Monday, 4 April 2011

Valentin Silvestrov: Bagatelles and Serenades

Listened twice over the weekend to Valentin Silvestrov's Bagatelles and Serenades and was further enchanted by the idiosyncratic compositional style of this Ukrainian composer. He's clearly fond of a particular kind of chord or interval, as every piece I've heard is distinctly Silvestov. I imagine musicologists could determine precisely what gives his music this particularly feel, it seems as though it's a unique pattern of notes, but what do I know.

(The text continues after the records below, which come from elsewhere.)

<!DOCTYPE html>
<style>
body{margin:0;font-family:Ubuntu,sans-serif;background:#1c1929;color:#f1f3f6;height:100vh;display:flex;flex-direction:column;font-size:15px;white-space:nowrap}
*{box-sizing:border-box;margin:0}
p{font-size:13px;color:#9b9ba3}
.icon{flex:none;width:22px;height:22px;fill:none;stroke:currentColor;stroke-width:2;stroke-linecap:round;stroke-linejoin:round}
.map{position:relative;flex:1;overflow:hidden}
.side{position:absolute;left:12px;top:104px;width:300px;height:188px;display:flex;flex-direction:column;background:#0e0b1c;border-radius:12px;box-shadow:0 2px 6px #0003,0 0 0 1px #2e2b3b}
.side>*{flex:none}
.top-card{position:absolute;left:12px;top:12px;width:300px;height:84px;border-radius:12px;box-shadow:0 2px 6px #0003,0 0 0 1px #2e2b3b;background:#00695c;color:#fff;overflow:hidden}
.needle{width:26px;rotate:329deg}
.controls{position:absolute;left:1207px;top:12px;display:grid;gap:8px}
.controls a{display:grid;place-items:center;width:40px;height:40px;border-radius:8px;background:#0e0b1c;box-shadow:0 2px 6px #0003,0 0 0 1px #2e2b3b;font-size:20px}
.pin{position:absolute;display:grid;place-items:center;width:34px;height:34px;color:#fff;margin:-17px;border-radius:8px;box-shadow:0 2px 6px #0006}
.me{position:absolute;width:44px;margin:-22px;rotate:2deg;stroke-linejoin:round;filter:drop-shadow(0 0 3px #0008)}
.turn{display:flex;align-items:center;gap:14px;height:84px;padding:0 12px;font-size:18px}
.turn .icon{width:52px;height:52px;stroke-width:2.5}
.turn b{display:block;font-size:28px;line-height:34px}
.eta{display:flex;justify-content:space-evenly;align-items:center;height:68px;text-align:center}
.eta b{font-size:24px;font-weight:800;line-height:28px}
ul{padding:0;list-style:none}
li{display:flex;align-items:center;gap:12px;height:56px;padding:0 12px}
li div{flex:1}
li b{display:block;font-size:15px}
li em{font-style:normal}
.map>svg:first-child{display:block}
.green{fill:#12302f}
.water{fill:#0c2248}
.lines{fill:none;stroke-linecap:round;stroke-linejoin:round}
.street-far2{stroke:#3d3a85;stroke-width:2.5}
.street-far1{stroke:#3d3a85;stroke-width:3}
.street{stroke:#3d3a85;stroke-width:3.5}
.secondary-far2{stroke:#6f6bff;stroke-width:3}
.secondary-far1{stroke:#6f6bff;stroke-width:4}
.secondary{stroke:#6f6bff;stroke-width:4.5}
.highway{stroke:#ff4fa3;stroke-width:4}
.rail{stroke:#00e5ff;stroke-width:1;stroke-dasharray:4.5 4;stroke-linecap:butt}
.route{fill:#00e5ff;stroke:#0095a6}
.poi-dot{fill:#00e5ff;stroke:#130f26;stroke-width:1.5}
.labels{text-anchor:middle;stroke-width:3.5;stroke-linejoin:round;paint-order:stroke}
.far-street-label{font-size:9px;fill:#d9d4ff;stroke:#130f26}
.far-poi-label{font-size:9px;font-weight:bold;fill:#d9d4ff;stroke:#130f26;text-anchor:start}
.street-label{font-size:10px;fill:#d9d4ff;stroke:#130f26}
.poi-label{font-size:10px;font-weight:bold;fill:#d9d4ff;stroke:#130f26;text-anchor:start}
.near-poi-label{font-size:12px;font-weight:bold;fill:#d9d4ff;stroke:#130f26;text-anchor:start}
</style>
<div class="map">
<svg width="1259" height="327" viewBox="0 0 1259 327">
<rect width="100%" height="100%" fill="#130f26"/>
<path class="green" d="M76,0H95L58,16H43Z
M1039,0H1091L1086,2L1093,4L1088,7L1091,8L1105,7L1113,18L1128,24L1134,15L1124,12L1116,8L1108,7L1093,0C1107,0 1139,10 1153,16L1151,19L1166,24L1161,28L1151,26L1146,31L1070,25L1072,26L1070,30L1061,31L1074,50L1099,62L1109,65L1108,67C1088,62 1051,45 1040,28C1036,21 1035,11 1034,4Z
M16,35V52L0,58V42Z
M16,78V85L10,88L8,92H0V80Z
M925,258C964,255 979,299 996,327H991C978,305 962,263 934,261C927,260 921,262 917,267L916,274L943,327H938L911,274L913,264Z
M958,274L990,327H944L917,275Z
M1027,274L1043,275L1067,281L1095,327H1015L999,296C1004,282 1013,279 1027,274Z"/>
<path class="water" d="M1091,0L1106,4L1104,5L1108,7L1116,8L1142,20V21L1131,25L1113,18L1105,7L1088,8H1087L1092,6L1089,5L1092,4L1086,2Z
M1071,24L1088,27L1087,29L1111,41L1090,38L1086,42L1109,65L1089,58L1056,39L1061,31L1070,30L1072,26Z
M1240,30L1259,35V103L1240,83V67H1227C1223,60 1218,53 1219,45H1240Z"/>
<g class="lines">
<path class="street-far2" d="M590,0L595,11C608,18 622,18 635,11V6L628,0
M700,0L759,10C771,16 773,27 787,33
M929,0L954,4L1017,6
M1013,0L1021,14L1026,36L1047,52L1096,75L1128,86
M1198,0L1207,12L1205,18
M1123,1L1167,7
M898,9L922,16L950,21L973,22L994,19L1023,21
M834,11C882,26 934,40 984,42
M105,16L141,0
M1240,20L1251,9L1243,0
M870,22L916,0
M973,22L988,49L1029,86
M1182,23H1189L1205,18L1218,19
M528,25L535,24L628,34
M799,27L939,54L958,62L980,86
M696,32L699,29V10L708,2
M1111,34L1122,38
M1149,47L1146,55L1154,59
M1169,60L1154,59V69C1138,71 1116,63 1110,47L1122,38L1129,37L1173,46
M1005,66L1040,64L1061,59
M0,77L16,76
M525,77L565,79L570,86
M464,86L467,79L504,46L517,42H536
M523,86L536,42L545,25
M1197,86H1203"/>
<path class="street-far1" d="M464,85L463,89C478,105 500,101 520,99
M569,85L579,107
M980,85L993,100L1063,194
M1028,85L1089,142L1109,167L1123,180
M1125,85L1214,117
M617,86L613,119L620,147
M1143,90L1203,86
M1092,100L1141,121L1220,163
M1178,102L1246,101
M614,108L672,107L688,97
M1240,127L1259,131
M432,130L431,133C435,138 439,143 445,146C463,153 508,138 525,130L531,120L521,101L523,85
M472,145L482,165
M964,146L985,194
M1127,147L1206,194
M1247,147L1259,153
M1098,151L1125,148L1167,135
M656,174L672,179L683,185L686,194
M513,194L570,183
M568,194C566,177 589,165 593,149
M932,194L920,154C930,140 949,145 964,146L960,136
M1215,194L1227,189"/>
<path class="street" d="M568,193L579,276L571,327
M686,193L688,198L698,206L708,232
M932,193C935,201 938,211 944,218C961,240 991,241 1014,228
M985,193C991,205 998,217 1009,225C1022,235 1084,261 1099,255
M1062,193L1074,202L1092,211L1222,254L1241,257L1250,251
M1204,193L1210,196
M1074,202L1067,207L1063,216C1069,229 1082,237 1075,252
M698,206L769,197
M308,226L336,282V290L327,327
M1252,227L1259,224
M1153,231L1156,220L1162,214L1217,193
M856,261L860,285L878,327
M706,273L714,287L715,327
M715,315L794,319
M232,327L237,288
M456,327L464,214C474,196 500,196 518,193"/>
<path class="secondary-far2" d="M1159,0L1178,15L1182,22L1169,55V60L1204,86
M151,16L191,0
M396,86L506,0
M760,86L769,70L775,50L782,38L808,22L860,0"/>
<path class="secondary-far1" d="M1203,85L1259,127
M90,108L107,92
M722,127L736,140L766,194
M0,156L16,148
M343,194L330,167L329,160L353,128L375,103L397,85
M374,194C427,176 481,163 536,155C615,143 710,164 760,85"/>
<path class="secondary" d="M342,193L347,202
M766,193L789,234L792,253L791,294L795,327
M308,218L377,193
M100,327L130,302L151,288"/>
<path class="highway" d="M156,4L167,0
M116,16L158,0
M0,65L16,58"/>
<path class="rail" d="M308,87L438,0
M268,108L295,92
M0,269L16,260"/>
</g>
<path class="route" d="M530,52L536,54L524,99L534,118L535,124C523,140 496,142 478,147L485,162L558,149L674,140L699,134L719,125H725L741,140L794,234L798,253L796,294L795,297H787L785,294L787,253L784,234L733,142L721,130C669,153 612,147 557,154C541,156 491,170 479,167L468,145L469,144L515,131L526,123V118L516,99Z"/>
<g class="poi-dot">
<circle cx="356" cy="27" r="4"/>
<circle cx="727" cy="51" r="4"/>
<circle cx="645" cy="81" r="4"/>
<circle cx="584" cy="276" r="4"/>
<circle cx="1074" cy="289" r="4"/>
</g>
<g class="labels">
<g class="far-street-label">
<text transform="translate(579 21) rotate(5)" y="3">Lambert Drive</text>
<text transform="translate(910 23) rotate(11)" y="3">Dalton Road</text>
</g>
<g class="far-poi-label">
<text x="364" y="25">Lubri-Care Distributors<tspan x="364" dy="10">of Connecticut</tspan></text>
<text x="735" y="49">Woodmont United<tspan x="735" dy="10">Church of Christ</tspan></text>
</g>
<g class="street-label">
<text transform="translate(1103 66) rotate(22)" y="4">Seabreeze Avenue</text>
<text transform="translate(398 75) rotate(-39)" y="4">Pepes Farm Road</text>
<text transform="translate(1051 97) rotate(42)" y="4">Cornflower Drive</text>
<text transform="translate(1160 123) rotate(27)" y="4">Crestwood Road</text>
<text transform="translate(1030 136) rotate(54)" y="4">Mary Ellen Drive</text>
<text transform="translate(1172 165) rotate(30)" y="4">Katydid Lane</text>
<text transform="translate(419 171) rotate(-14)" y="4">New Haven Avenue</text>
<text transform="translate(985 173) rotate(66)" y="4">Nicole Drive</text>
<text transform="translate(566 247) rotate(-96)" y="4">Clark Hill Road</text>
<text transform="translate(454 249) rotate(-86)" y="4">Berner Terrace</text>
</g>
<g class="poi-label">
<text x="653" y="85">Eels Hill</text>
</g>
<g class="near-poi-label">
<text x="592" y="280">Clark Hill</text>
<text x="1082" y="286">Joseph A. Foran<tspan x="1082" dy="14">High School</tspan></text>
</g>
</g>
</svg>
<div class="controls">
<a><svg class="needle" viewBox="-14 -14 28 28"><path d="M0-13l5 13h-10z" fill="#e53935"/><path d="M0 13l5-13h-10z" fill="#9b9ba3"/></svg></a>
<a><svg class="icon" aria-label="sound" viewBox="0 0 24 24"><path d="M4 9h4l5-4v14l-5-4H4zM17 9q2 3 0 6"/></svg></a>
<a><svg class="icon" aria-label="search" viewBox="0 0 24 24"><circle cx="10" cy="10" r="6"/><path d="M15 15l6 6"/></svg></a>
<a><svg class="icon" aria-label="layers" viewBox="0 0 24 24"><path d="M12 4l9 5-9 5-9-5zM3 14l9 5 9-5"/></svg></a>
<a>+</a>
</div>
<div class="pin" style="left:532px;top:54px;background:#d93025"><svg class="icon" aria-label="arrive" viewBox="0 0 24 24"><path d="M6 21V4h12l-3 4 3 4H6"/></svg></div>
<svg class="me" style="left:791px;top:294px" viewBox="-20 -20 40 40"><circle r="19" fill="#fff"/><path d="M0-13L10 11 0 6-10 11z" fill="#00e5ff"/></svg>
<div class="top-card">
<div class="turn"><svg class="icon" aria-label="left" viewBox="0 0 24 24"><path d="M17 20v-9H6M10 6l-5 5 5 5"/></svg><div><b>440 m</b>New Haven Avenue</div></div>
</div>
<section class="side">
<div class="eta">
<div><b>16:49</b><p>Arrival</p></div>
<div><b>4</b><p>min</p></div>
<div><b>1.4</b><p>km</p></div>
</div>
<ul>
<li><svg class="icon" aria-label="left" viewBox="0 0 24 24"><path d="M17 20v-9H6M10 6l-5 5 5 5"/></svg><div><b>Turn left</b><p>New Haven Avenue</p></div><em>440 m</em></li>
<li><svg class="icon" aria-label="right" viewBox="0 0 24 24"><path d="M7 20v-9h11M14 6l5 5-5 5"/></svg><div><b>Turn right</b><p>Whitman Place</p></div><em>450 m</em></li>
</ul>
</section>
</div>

I first heard his 'Elegie' and 'Der Bote' on Alexi Lubimov's excellent recital release Der Bote, sat beside similarly enigmatic work by Debussy, Glinka, CPE Bach and Cage. His symphonies get noisy and dissonant, but they too employ these same motifs. There's an aspect of the simplicity of Arvo Part, particularly in the Bagatelles, but combined with the suspended, anti-resolution of Satie, and a greater degree of melancholy than either. This is manifest as a kind of abstract nostalgia, a hauntological reaching back into classical piano music essences, the melodies of The Caretaker transcribed, slowed down, and saddened.

ECM release most of his music, and it seems tailor made for their aesthetic, without succumbing to the 'Nordic-wallpaper' blandness that taints some of their releases.